Some memorable (for better or worse) moments that might mislead the casual reader into thinking ARG are important (don't let this happen to you):

The group's name was conceived over a game of pool in Sugar Moms, a bar in Old City Philadelphia. Melissa Auf der Mar giggled when she heard the group's name (Ric Ocasek had apparently passed her a copy of the original demo). Small thrills abound in the lower ranks of the pop world. Oasis wanted the demo but sadly they never got it. They needed new opening acts. In 1995, Rex lacked confidence in his new singing role and Acme was yet unsettled. Bad timing and low self-esteem make a completely stoppable team. The new Acme album will feature an early, unreleased song titled 'Mountains' which in 1994 which spoofed the then-fresh Oasis sound. It included trite 'tree' imagery lifted from a poem hastily scribed on a box of checks years before. Fortunately to Acme's credit and originality, the Oasis sound was never pursued. Then, there were some funny moments on tour in North Carolina with Robbie Rist (Oliver from the Brady Bunch). The boys in Acme (along with one girlfriend in tow) enjoyed an overnight stay in Sting's house overlooking Central Park as his son Joe's ( of Fiction Plane) guests. This after Joe and his posse rode out a snowstorm overnight in Philly. It should be noted here that no major musical fauxes pas were commited in creating these pleasant and dimming memories, only the social and professional varieties. Many, many good times have been had under less austere circumstances, but titillation is the modus operandi here. You'll pay big money for ARG tales of a more prurient tone. Those stories will peel paint and chip enamel.

Star, the full-length debut album was released in the winter of 2001. The unforgettable celebration was hosted and emceed by legendary rock and roll disc jockey, Jerry Blavat "The Geator with the Heater" who helped break artists like Phil Spector, Brian Wilson, The Isleys, and so many others into the charts of rock and roll history...and notoriety.

Since the CD's release, Acme has received favorable press and the sweetest correspondence from all over the world. Star features appearances by Steve Missal (Billy Idol Band), Gordon Townsend (ELO II, Parthenon Huxley, and The Orchestra), Andy Kravitz (Sting, Cypress Hill, Billy Joel, Joan Osborne, Schoolly D (the godfather of gangster rap), and Grammy Award-winner Ted Greenburg. Also featured is National Hammer Dulcimer Finalist, John Lionarons and many others who were equally important to the album's sound.

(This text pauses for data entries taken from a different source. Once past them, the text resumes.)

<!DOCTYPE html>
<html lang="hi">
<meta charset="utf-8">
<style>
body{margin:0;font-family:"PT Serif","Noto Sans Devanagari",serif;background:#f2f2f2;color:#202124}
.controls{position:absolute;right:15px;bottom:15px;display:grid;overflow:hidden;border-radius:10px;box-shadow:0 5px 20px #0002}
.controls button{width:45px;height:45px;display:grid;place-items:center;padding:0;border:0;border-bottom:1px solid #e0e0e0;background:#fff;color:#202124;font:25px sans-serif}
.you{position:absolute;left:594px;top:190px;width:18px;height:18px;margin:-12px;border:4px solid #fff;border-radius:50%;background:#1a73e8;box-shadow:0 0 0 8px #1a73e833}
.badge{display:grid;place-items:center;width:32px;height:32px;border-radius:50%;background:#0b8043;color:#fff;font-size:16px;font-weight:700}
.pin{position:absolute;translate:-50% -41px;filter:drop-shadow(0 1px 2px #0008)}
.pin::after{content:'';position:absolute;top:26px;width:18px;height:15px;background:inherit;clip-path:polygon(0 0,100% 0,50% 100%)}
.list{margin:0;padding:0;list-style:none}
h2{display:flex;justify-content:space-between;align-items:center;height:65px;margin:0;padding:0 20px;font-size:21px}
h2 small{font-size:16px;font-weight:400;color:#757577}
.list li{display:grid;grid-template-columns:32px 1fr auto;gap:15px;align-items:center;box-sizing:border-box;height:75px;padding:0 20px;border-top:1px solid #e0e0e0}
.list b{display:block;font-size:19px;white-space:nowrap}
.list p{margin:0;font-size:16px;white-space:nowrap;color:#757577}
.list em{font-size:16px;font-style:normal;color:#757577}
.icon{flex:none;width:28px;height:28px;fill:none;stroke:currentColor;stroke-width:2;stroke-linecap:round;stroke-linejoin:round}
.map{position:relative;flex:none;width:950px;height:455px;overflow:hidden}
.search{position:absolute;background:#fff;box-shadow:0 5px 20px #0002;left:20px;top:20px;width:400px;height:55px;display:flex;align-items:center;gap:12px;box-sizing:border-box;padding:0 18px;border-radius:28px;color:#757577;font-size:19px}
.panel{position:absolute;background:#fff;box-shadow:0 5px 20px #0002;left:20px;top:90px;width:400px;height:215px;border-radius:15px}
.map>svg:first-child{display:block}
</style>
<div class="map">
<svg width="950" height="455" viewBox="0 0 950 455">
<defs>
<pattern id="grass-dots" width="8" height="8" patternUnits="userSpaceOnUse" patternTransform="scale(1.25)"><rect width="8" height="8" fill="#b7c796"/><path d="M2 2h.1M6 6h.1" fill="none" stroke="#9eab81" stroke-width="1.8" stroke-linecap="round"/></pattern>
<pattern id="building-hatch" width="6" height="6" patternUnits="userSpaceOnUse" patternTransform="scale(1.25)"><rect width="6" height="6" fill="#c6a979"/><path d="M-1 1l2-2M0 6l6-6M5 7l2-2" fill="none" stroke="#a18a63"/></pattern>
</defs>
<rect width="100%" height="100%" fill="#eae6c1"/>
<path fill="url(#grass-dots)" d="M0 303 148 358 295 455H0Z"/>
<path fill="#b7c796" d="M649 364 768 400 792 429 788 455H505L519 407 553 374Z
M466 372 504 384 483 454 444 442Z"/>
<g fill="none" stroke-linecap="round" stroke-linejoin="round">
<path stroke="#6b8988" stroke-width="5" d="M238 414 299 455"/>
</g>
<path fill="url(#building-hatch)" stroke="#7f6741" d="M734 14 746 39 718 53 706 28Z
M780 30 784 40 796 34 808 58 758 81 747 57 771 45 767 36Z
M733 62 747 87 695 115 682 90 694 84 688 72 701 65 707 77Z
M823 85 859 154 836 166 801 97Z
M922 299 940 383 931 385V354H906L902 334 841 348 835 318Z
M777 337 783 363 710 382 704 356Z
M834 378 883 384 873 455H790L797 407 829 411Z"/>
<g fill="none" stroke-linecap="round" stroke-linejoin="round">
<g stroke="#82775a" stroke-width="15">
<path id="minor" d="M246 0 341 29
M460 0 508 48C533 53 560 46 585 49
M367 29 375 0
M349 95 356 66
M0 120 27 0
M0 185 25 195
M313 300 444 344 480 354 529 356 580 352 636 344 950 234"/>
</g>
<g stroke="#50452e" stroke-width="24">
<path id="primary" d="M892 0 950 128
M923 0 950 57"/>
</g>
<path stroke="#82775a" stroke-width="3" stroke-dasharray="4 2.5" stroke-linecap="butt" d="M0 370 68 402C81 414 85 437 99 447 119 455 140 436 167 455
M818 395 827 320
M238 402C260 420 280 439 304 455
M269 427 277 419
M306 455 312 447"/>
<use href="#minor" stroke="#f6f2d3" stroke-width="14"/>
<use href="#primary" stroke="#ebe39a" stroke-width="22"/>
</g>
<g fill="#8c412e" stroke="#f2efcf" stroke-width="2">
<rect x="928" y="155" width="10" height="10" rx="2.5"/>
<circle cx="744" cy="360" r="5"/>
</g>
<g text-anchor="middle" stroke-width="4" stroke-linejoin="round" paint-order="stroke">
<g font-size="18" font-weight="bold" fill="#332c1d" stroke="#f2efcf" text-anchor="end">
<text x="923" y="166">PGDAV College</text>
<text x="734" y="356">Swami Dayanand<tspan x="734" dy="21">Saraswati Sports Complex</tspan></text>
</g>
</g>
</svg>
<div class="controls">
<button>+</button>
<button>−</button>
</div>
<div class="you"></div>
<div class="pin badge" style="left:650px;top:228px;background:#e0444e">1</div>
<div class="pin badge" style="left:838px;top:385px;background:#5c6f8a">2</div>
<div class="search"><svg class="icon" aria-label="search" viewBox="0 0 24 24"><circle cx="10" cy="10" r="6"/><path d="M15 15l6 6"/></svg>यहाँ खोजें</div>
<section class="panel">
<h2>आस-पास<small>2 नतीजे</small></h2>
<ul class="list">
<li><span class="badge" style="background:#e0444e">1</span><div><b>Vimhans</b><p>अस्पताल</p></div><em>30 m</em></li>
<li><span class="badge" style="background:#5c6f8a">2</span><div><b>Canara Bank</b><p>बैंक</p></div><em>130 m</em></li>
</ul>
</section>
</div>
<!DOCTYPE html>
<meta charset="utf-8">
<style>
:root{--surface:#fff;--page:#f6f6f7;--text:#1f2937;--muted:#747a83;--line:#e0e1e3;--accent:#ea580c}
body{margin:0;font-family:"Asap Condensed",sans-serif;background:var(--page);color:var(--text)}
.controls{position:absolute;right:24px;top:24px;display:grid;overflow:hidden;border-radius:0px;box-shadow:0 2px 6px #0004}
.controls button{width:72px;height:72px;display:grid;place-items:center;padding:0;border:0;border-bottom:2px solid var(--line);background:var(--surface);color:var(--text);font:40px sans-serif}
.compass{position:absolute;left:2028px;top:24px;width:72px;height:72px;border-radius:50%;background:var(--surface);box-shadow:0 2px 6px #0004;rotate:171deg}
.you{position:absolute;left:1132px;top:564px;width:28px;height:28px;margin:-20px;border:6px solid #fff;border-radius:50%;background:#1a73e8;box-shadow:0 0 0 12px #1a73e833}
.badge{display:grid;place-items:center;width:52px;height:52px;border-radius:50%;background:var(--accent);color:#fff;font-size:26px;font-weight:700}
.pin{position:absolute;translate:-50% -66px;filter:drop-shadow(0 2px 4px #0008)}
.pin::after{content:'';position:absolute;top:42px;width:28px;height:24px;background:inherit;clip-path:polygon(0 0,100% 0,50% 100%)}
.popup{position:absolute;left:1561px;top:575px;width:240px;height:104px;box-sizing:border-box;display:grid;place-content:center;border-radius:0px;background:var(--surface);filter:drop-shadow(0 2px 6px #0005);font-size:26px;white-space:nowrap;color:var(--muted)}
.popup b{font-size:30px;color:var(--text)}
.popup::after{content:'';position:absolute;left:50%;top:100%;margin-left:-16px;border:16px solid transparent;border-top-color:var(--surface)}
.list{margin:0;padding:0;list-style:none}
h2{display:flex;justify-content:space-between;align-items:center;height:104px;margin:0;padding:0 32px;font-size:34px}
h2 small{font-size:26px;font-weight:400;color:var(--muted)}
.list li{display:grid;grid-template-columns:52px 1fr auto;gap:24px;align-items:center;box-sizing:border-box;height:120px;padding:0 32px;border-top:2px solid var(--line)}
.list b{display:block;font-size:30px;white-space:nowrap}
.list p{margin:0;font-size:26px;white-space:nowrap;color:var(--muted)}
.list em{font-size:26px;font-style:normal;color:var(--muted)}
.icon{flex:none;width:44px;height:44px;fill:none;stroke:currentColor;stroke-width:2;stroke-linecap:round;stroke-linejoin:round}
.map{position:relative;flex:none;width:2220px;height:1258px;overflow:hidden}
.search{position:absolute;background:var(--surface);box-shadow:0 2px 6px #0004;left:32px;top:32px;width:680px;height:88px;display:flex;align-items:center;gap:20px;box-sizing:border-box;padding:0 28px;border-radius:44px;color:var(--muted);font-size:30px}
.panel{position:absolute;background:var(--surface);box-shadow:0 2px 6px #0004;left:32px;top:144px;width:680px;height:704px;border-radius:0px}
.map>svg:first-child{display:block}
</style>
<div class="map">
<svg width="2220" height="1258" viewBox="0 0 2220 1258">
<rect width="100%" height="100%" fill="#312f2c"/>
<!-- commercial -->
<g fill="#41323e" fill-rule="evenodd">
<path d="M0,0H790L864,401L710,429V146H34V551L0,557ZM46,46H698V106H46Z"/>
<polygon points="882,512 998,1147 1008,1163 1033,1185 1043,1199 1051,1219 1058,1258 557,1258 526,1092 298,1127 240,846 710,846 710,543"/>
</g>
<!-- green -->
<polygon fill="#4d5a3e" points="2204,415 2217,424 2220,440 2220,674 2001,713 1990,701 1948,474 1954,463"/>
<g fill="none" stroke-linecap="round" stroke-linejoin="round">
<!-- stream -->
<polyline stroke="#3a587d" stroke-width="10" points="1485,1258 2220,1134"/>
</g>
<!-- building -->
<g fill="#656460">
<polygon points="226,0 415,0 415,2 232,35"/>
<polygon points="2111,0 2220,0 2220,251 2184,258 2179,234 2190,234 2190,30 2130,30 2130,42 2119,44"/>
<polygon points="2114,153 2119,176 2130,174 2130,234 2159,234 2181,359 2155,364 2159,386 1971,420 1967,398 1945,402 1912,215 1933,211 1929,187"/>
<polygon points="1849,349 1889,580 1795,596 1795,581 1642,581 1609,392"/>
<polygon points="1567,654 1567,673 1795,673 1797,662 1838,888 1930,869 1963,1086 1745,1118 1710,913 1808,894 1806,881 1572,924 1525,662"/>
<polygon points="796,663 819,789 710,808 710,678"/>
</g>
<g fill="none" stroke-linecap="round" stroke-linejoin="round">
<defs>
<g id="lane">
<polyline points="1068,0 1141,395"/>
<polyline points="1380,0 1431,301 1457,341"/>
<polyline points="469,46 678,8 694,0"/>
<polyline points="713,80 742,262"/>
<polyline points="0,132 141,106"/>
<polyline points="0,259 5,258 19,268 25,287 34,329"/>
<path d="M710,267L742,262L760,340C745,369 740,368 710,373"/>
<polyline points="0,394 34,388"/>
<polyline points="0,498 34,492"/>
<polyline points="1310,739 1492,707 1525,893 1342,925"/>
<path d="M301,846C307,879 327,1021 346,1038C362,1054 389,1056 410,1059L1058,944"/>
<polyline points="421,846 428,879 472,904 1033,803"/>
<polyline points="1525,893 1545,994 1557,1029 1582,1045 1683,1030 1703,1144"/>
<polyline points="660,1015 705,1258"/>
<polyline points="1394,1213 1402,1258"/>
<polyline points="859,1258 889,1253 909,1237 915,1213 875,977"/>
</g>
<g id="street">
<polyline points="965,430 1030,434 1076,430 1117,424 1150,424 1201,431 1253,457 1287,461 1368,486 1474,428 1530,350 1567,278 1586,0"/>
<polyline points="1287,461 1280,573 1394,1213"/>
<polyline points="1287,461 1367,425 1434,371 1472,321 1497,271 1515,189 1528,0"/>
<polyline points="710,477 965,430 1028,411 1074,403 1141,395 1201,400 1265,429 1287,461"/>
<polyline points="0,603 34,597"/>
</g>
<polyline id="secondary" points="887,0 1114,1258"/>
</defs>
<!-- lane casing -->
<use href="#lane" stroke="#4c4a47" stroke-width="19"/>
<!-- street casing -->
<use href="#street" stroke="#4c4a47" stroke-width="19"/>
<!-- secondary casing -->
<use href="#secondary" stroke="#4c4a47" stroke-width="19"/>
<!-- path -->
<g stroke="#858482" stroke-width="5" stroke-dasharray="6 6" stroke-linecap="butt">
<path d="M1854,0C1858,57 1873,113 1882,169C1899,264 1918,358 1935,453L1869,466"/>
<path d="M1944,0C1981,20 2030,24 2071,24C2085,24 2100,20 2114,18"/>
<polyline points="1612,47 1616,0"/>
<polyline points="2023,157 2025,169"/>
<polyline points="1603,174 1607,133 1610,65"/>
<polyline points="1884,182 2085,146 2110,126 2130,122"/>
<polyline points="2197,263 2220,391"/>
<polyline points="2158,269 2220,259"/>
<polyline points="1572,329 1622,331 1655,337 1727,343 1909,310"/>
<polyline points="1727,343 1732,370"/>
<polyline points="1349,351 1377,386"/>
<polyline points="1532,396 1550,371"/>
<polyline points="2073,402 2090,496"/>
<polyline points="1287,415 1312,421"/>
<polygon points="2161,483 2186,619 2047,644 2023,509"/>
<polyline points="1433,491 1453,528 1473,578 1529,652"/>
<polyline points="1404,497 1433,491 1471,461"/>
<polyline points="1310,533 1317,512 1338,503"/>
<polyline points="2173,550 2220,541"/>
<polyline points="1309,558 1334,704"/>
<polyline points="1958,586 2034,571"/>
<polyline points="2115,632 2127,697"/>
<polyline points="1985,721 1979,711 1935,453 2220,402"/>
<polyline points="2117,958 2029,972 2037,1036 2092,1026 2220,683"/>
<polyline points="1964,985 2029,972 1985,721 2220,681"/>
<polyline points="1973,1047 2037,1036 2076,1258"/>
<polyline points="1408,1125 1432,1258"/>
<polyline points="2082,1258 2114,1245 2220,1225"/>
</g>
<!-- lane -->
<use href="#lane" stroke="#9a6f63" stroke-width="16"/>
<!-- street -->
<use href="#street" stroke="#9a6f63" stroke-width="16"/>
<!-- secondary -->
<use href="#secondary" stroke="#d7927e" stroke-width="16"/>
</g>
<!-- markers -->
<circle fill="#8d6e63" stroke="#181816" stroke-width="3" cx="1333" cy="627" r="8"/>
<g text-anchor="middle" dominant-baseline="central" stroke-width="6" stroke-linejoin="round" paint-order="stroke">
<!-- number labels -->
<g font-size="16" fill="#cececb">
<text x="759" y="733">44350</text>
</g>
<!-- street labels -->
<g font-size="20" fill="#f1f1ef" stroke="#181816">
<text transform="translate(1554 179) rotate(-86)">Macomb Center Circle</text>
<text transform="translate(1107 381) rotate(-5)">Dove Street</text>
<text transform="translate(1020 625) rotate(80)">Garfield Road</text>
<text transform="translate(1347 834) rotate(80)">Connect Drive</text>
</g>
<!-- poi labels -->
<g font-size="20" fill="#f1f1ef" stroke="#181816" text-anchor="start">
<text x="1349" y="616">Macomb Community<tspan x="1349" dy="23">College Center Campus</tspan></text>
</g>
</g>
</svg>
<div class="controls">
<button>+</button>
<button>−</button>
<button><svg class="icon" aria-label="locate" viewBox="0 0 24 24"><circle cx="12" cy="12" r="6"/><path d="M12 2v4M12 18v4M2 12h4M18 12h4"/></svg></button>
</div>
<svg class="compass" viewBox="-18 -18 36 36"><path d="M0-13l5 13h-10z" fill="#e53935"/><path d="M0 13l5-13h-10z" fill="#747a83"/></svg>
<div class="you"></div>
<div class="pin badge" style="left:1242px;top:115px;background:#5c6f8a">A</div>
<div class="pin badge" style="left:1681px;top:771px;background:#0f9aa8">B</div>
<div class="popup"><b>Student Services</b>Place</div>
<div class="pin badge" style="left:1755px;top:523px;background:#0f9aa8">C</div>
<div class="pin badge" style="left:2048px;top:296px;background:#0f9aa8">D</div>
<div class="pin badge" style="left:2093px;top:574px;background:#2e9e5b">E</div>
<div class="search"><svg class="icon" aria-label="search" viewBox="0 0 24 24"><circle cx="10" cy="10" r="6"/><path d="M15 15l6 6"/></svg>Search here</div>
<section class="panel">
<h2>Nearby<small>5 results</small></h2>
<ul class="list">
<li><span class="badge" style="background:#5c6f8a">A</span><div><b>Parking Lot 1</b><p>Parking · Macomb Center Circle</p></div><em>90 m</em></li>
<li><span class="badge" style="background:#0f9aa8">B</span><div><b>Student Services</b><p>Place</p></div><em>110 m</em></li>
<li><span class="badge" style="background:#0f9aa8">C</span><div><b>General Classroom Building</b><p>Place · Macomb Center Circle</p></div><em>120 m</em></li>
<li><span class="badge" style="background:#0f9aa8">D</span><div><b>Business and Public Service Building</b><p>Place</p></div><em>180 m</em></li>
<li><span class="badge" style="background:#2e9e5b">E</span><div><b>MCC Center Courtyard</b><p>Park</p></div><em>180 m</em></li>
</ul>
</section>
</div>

Recording took place outside of Philadelphia at Fat City Studios which is loaded with well-maintained vintage analog gear, modern digital capabilities, and two highly competent engineers, Paul Hammond and Paul Sinclair, both of whom assisted with production. Eight of the songs are Rex compositions while two more are excellent interpretations of songs written by Peter Townsend and Lennon-McCartney.

Big falls and bigger hits...

The new album's release has been postponed as Erik Rex continues to recuperate from serious injuries sustained in a NYC elevator crash this past April. Yes, the cable snapped. And no, sillies...you can't jump at the last second.

Recent credits include a new Acme Rock Group single (Never Forever) on Not Lame Records' International Pop Overthrow Vol. 7. Also, collaborations with Kurt Heasley (Lilys) have yielded fruitful results, some of which were released overseas last year. Expect two new albums to appear in 2005. Details to follow shortly. More irony and conflict to follow immediately. Though the worst, to date, has already passed indefinitely.

Gratefully, we are discussing albums and not simply recordings, Acme's original goal.

This conludes a brief history of Acme Rock Group made more colorful through the zealous application of famous people's names, sampled eavesdroppings, indications of internal/external conflict, a bit of truth exaggerated, an amateur's come on to punctuation, and the minimized use of predictable words and patterns coupled with an effort to construct interesting phrases. Not written to be read in iambic pentameter.